ACTIVITY — Return each line of the listing below, unchanged, and omit the images.

DATA FOR PROCESSING —
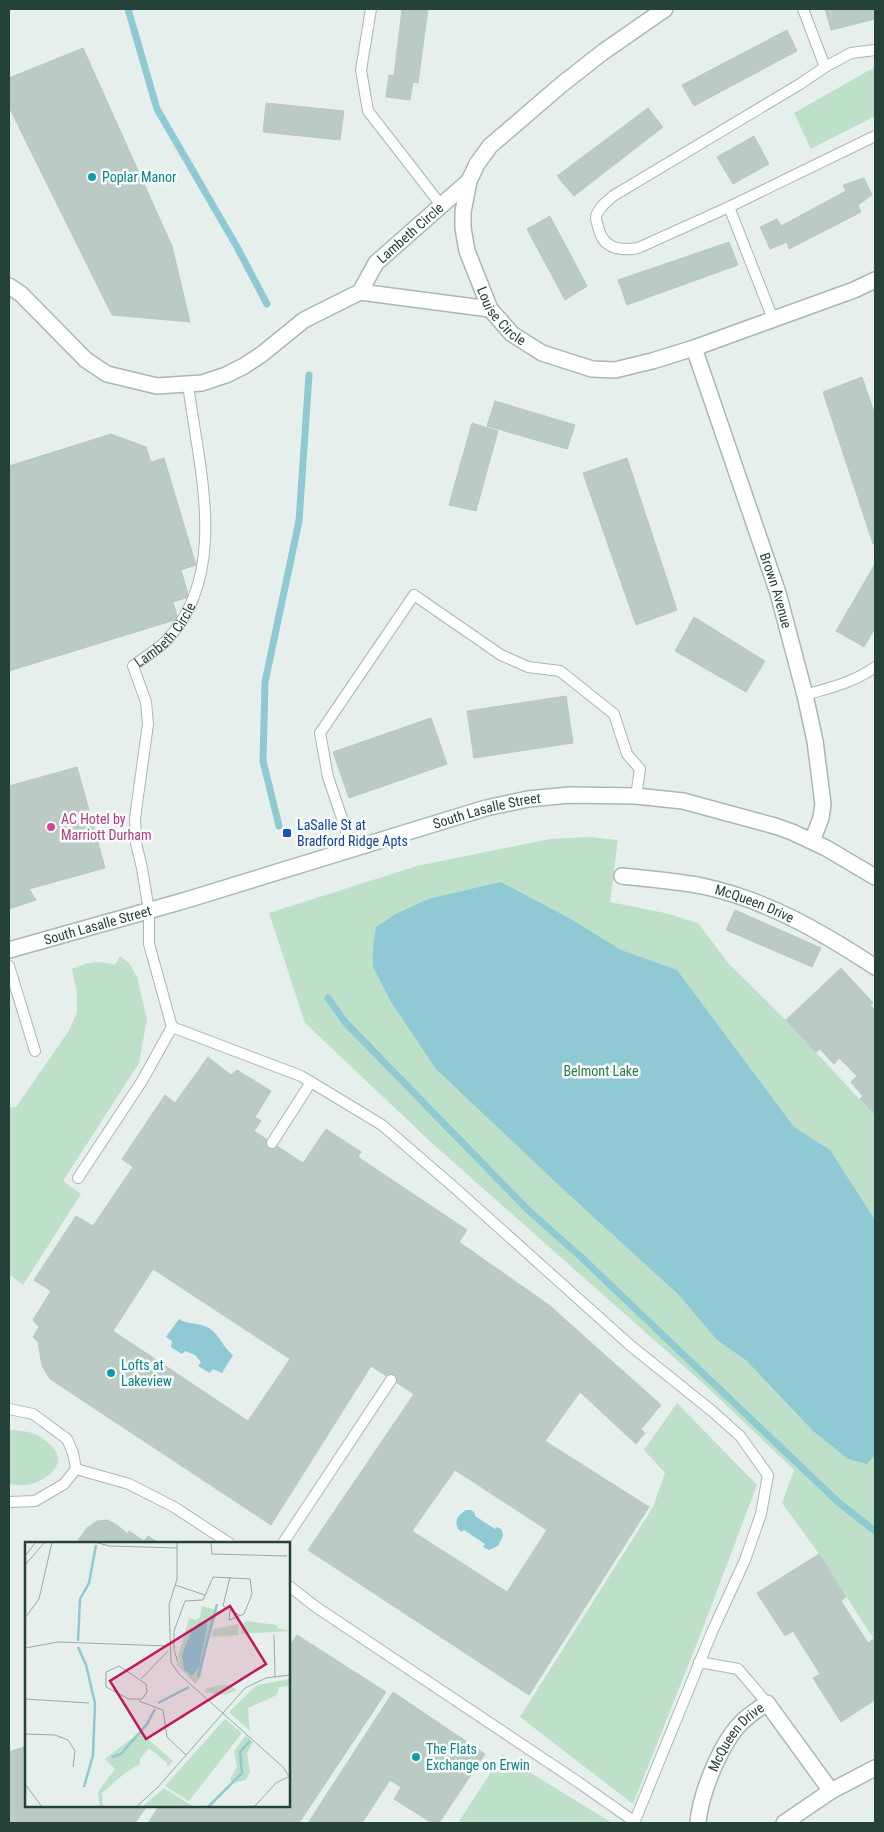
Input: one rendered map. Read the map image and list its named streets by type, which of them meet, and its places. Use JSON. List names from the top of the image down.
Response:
{
  "streets": {
    "street": [
      "Lambeth Circle",
      "Louise Circle",
      "Brown Avenue",
      "South Lasalle Street",
      "McQueen Drive"
    ]
  },
  "crossings": [
    ["Lambeth Circle", "Louise Circle"],
    ["Lambeth Circle", "South Lasalle Street"],
    ["Louise Circle", "Brown Avenue"],
    ["Brown Avenue", "South Lasalle Street"]
  ],
  "parks": ["Belmont Lake"],
  "places": {
    "other": [
      "Poplar Manor",
      "AC Hotel by Marriott Durham",
      "Lofts at Lakeview",
      "The Flats Exchange on Erwin"
    ],
    "transit": ["LaSalle St at Bradford Ridge Apts"]
  }
}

OUTPUT FOR THIS EXERCISE —
Input: one rendered map. Read the map image and list its named streets by type, which of them meet, and its places. Use JSON. List names from the top of the image down.
Response:
{
  "streets": {
    "street": [
      "Lambeth Circle",
      "Louise Circle",
      "Brown Avenue",
      "South Lasalle Street",
      "McQueen Drive"
    ]
  },
  "crossings": [
    ["Lambeth Circle", "Louise Circle"],
    ["Lambeth Circle", "South Lasalle Street"],
    ["Louise Circle", "Brown Avenue"],
    ["Brown Avenue", "South Lasalle Street"]
  ],
  "parks": ["Belmont Lake"],
  "places": {
    "other": [
      "Poplar Manor",
      "AC Hotel by Marriott Durham",
      "Lofts at Lakeview",
      "The Flats Exchange on Erwin"
    ],
    "transit": ["LaSalle St at Bradford Ridge Apts"]
  }
}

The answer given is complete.